Below are some records. Reproduce them exactly from their first line through the line with "position:absolute; left:14px; top:1216px;", inclusive.

[INFORMATION GIVEN]
========

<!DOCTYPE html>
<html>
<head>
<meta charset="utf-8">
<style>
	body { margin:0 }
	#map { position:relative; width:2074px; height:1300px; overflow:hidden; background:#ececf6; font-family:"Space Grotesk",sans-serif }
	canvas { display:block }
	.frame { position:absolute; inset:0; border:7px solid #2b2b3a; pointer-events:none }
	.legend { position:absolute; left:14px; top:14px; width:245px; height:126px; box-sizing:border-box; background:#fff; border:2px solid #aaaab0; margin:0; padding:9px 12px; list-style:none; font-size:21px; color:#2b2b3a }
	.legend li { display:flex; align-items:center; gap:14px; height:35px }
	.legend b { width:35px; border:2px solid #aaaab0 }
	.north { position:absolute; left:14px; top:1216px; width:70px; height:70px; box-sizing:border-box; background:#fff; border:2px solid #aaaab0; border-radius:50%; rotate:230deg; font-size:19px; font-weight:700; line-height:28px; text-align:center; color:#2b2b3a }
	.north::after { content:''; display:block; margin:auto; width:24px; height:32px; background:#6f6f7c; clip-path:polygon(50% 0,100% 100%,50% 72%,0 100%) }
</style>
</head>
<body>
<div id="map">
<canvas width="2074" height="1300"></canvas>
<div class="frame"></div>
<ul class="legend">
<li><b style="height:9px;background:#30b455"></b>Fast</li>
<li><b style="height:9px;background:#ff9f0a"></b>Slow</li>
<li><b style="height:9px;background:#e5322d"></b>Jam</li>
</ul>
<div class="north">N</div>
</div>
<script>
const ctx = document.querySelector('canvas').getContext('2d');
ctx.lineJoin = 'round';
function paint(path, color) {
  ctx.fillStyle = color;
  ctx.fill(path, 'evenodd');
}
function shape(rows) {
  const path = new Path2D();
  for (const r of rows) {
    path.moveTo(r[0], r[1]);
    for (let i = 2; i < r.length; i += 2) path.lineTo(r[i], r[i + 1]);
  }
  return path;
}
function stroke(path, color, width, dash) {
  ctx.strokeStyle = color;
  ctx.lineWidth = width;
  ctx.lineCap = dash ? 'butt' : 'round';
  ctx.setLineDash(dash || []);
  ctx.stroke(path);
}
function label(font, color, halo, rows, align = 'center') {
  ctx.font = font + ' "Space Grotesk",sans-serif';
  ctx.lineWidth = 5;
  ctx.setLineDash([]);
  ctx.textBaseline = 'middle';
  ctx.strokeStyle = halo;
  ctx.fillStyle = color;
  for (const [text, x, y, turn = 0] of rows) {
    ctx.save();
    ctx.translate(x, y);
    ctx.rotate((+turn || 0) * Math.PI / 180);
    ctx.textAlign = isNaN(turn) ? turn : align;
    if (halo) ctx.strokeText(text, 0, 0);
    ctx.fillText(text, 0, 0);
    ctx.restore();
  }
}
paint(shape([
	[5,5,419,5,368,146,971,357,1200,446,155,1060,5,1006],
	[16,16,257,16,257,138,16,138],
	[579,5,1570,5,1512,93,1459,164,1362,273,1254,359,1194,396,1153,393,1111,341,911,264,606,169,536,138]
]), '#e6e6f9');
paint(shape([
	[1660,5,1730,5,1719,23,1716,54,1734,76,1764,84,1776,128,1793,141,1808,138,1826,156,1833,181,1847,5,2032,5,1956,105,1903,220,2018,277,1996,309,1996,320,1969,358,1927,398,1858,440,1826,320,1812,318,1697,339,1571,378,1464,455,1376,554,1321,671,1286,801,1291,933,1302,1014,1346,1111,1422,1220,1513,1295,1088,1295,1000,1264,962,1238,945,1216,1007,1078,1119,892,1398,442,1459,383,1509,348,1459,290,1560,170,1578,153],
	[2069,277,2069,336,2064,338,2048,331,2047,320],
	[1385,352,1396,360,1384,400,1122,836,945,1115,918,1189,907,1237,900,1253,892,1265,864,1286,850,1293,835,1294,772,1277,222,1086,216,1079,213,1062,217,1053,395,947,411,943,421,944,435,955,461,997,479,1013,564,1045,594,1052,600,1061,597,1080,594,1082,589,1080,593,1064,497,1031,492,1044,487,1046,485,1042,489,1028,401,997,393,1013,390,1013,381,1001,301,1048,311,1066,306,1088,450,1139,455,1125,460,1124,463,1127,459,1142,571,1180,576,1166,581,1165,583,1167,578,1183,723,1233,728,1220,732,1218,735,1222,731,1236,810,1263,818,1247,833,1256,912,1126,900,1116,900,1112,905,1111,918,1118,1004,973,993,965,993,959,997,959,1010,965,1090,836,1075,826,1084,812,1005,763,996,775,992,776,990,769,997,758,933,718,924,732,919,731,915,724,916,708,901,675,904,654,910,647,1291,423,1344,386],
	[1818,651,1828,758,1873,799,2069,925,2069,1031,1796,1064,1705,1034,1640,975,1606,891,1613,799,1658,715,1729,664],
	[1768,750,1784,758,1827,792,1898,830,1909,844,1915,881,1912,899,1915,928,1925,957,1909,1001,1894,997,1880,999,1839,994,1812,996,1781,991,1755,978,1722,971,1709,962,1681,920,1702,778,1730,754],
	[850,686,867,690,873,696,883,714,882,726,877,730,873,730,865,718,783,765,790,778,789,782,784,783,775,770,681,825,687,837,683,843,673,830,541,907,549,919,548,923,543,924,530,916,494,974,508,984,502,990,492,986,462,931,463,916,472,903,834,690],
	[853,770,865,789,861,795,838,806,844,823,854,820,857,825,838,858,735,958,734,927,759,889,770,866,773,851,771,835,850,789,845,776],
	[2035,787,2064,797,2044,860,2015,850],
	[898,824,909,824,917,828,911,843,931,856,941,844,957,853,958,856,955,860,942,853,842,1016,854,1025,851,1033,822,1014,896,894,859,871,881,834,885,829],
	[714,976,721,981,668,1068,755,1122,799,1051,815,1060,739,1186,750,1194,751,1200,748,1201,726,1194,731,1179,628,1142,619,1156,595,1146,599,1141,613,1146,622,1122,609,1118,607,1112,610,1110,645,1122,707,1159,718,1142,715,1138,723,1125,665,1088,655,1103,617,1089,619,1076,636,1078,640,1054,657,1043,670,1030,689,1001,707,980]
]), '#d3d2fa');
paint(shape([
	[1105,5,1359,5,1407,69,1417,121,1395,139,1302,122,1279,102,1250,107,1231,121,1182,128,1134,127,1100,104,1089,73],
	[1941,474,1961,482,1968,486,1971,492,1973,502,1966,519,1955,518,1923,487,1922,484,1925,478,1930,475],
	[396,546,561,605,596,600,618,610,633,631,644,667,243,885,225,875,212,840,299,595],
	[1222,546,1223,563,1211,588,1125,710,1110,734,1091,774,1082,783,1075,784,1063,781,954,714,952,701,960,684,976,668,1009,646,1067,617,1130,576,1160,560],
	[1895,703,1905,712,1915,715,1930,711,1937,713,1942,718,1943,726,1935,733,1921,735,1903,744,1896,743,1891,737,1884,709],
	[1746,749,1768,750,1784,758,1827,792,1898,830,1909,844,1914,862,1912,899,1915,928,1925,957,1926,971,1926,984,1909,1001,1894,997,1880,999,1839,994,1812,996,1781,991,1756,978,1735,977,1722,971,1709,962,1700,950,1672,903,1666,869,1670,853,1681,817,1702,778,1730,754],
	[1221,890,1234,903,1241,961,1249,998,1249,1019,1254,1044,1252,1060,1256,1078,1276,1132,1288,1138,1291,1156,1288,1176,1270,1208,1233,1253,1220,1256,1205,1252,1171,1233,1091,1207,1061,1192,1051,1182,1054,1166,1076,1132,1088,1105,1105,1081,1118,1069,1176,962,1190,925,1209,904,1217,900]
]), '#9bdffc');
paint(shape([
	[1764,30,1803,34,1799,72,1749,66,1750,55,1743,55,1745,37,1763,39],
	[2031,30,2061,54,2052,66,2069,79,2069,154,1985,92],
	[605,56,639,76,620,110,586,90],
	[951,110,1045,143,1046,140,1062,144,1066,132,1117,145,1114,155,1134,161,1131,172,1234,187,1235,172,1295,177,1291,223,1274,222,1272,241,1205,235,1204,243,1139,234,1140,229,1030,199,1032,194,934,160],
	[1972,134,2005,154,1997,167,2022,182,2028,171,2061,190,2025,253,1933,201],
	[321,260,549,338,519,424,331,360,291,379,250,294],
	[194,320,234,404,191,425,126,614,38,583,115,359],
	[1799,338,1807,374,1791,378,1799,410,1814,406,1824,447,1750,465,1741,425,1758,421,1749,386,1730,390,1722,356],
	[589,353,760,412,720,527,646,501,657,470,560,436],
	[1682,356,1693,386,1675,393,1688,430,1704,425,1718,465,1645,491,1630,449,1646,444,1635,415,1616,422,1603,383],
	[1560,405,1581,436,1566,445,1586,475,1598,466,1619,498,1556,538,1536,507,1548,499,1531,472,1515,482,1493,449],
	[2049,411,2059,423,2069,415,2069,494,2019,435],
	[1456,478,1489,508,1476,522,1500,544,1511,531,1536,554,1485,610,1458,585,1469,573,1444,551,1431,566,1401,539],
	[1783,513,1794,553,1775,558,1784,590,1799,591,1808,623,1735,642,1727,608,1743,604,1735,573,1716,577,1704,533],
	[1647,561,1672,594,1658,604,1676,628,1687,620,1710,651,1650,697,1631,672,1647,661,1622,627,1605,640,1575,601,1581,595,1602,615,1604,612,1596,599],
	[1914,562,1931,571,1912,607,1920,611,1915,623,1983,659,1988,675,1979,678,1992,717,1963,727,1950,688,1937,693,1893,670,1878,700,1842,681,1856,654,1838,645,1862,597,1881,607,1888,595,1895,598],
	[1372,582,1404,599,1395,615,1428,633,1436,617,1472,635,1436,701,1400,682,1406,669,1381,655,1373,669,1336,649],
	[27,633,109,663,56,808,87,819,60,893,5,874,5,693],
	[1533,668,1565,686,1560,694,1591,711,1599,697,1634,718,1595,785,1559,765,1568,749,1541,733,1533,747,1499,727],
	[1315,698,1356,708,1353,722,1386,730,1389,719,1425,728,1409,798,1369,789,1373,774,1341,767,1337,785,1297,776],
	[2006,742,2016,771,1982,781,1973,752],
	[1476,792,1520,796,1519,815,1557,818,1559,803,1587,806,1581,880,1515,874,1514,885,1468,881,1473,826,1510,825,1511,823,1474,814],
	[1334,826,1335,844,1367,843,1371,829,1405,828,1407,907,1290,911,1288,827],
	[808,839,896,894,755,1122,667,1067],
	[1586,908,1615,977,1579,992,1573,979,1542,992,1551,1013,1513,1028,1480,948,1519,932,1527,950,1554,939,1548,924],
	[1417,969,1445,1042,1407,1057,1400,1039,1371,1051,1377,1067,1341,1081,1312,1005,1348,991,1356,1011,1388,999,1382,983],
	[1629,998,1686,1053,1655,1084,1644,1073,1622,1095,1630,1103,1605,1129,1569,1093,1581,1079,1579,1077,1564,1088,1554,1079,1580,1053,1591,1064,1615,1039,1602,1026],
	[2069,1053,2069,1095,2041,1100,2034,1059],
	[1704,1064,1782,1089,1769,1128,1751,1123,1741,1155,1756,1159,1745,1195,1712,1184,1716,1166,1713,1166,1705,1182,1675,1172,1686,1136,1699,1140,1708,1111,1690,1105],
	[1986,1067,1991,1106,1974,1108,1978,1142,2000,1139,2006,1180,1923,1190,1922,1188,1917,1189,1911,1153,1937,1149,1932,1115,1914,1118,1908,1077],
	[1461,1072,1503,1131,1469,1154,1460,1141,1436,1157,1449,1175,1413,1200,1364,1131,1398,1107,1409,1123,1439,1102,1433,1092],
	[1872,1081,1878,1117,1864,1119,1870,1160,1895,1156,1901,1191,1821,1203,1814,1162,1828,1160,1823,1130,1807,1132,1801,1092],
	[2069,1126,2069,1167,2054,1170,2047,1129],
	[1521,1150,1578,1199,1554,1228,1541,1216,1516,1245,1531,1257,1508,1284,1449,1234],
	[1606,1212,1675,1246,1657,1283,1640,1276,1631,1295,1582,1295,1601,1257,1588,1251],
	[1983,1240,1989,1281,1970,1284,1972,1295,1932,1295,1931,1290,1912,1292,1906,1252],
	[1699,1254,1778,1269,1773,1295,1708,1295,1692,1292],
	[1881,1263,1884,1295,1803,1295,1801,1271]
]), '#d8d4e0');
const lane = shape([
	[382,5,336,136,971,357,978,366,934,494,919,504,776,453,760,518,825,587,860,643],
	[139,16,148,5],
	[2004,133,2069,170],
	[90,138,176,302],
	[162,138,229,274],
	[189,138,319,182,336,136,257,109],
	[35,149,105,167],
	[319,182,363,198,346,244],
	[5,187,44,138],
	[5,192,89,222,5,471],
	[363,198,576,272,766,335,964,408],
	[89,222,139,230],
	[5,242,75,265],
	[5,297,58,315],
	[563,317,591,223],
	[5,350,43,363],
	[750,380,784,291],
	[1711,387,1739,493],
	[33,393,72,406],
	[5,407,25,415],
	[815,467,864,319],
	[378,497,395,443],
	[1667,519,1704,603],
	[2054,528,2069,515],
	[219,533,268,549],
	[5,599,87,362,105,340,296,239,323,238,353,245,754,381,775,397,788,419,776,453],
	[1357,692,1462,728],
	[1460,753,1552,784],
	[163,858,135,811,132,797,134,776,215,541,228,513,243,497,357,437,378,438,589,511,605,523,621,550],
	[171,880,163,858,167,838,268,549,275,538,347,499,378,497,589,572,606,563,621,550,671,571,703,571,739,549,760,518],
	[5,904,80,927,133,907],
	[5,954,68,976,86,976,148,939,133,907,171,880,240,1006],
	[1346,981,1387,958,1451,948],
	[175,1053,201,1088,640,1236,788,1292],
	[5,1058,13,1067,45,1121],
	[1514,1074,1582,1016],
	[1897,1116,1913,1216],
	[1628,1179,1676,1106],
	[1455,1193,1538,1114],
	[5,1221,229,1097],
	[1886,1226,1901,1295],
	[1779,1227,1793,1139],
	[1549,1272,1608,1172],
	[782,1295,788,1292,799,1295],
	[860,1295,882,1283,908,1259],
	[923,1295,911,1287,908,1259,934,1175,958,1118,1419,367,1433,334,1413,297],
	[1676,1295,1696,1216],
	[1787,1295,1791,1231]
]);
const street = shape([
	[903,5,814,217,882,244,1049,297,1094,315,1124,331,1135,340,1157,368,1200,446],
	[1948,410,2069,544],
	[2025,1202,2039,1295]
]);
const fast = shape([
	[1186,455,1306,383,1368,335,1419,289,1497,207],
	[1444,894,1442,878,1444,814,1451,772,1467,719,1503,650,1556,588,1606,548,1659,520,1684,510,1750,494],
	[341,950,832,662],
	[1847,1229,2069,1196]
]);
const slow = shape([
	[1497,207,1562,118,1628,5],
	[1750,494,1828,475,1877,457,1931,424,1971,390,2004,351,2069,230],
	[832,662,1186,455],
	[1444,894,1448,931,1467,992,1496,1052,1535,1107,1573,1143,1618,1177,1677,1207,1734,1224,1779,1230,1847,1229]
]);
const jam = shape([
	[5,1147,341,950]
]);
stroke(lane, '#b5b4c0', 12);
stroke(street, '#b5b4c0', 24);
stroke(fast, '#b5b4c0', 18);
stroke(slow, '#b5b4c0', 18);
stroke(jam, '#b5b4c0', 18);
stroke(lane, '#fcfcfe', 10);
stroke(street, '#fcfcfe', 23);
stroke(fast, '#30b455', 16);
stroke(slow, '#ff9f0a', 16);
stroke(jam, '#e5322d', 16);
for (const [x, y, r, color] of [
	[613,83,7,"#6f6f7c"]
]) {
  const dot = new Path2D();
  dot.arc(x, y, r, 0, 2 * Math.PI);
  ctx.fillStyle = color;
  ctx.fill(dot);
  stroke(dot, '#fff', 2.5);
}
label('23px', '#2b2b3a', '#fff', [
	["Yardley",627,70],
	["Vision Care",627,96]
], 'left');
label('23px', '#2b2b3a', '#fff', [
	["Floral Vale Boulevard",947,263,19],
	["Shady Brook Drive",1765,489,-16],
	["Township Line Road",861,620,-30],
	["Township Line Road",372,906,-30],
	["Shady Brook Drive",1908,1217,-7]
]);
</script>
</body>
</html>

========

[ANSWER BOX]
<!DOCTYPE html>
<html>
<head>
<meta charset="utf-8">
<style>
	body { margin:0 }
	#map { position:relative; width:2074px; height:1300px; overflow:hidden; background:#ececf6; font-family:"Space Grotesk",sans-serif }
	canvas { display:block }
	.frame { position:absolute; inset:0; border:7px solid #2b2b3a; pointer-events:none }
	.legend { position:absolute; left:14px; top:14px; width:245px; height:126px; box-sizing:border-box; background:#fff; border:2px solid #aaaab0; margin:0; padding:9px 12px; list-style:none; font-size:21px; color:#2b2b3a }
	.legend li { display:flex; align-items:center; gap:14px; height:35px }
	.legend b { width:35px; border:2px solid #aaaab0 }
	.north { position:absolute; left:14px; top:1216px; width:70px; height:70px; box-sizing:border-box; background:#fff; border:2px solid #aaaab0; border-radius:50%; rotate:230deg; font-size:19px; font-weight:700; line-height:28px; text-align:center; color:#2b2b3a }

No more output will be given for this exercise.